(Raw data)

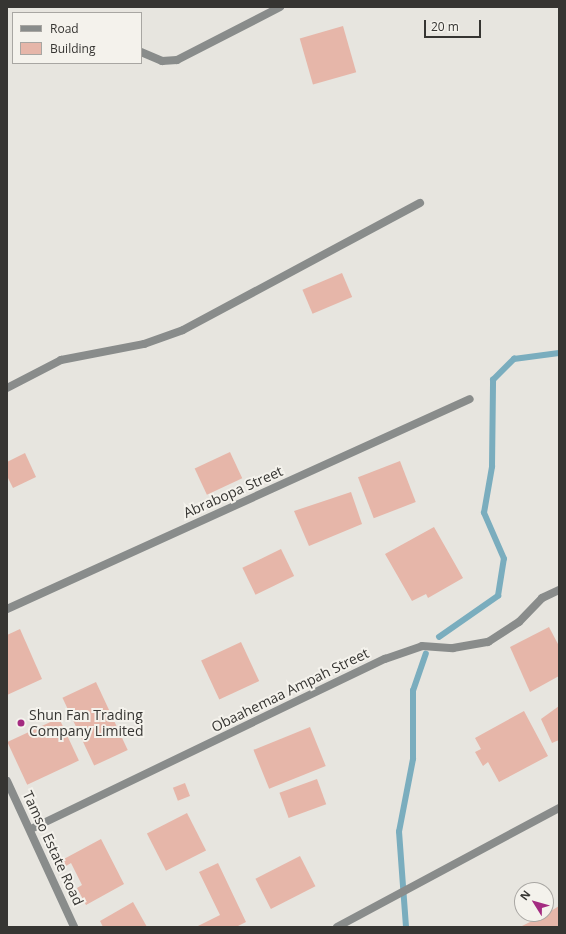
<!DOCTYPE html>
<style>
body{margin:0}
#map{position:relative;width:566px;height:934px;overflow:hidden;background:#e7e5df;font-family:"Open Sans",sans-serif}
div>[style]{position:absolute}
.stream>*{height:5.5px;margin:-2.75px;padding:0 2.75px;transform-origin:2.75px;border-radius:2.75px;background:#7aadbe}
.building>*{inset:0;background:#e6b6a9;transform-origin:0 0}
.street>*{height:8px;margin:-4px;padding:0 4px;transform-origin:4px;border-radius:4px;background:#898c8b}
.dots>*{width:11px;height:11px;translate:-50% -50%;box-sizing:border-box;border:2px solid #f4f2ec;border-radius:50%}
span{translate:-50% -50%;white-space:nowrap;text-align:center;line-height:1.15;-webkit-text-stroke:4px #f4f2ec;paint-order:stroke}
.street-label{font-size:14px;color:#363532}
.poi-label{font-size:14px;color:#363532}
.left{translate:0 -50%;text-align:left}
.frame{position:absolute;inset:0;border:8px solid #363532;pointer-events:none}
.legend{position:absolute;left:12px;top:12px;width:130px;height:52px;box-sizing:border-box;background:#f4f2ec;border:1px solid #a8a6a2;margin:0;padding:5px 7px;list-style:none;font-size:12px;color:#363532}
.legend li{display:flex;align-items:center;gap:8px;height:20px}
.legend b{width:20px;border:1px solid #a8a6a2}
.north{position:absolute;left:514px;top:882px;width:40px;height:40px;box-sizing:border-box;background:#f4f2ec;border:1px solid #a8a6a2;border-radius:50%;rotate:307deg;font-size:11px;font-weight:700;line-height:16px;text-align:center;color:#363532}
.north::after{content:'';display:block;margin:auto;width:14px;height:18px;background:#a42b81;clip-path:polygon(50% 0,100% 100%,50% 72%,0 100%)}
.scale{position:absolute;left:424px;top:20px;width:57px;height:18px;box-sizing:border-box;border:2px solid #363532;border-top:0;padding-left:5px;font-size:12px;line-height:14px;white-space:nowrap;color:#363532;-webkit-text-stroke:3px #f4f2ec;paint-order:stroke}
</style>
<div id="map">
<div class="stream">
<div style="left:439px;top:637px;width:72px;rotate:-34.8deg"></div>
<div style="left:498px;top:596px;width:37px;rotate:-81deg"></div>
<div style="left:504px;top:559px;width:50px;rotate:-113.5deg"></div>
<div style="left:484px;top:513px;width:47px;rotate:-80.1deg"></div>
<div style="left:492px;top:467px;width:87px;rotate:-89.3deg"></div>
<div style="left:493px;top:380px;width:30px;rotate:-45deg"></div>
<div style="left:514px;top:359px;width:45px;rotate:-7.6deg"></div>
<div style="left:406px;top:927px;width:95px;rotate:-94.2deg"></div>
<div style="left:399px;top:832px;width:74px;rotate:-79.1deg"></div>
<div style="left:413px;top:759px;width:68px;rotate:-90deg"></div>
<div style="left:413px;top:691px;width:39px;rotate:-71deg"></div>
</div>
<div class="building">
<div style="left:343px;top:26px;width:48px;height:45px;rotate:74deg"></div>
<div style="left:342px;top:273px;width:26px;height:43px;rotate:67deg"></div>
<div style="left:230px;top:452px;width:29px;height:39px;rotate:65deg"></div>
<div style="clip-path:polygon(25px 453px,36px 477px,13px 488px,7px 476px,7px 462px)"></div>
<div style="left:400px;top:461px;width:44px;height:45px;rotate:69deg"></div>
<div style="clip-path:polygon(351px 492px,362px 524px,309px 546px,294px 511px)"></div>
<div style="clip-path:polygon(434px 527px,463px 578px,428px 598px,426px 594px,412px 601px,385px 554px)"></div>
<div style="left:281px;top:549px;width:30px;height:43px;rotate:64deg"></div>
<div style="clip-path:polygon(549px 627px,559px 646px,559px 676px,530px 692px,510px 647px)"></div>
<div style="clip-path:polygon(20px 629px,42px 679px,7px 695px,7px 635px)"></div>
<div style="left:241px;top:642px;width:43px;height:44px;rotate:65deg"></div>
<div style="left:96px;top:682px;width:75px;height:37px;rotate:65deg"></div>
<div style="clip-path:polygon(559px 706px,559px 740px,552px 743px,541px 719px)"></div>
<div style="clip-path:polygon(524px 711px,548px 756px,499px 782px,488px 762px,483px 766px,475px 752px,481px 749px,475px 738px)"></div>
<div style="left:59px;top:718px;width:47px;height:57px;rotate:65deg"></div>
<div style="left:310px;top:727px;width:42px;height:61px;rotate:68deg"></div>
<div style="left:317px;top:779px;width:27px;height:40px;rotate:70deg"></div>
<div style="left:185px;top:783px;width:14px;height:13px;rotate:69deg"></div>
<div style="left:187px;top:813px;width:42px;height:45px;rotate:63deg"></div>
<div style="clip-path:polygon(101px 839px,124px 884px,86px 905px,77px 888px,82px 885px,71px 863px,66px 866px,62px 860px)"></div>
<div style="left:300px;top:856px;width:34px;height:50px;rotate:63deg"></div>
<div style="clip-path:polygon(218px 863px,246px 922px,236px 927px,196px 927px,220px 915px,199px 872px)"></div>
<div style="clip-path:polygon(133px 902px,147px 927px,103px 927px,100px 921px)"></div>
<div style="clip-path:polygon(559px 906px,559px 927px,520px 927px,546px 914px)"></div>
</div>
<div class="street">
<div style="left:141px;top:52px;width:23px;rotate:23deg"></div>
<div style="left:162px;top:61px;width:15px;rotate:-4deg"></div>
<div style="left:177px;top:60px;width:116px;rotate:-27.2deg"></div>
<div style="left:7px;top:388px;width:61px;rotate:-27.4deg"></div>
<div style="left:61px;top:360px;width:85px;rotate:-10.9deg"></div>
<div style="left:144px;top:344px;width:41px;rotate:-19.7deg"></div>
<div style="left:183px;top:330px;width:269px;rotate:-28.2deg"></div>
<div style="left:7px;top:609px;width:508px;rotate:-24.4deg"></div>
<div style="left:7px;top:781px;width:161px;rotate:65.3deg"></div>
<div style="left:31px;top:829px;width:393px;rotate:-25.7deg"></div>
<div style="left:385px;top:659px;width:39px;rotate:-19deg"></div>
<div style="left:422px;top:646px;width:31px;rotate:4deg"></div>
<div style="left:453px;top:648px;width:36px;rotate:-10deg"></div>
<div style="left:488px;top:642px;width:37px;rotate:-33deg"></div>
<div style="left:519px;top:622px;width:33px;rotate:-46deg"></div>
<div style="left:542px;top:598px;width:19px;rotate:-25deg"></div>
<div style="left:337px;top:927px;width:252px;rotate:-28.2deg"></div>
</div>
<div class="dots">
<div style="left:21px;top:723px;background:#a42b81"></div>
</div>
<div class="street-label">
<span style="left:233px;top:492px;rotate:-24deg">Abrabopa Street</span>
<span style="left:290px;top:690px;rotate:-26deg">Obaahemaa Ampah Street</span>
<span style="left:53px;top:848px;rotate:65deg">Tamso Estate Road</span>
</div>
<div class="poi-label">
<span class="left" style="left:29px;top:723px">Shun Fan Trading<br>Company Limited</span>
</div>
<div class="frame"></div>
<ul class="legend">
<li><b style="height:5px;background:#898c8b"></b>Road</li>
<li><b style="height:11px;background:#e6b6a9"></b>Building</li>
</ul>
<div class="north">N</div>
<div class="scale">20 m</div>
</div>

(End Raw data)

### Problem requirements
For the entries above, transcribe precisely the lines from the one with "Fan Trading<br>Company Limited</span>" through the end, including both.

### Output below
<span class="left" style="left:29px;top:723px">Shun Fan Trading<br>Company Limited</span>
</div>
<div class="frame"></div>
<ul class="legend">
<li><b style="height:5px;background:#898c8b"></b>Road</li>
<li><b style="height:11px;background:#e6b6a9"></b>Building</li>
</ul>
<div class="north">N</div>
<div class="scale">20 m</div>
</div>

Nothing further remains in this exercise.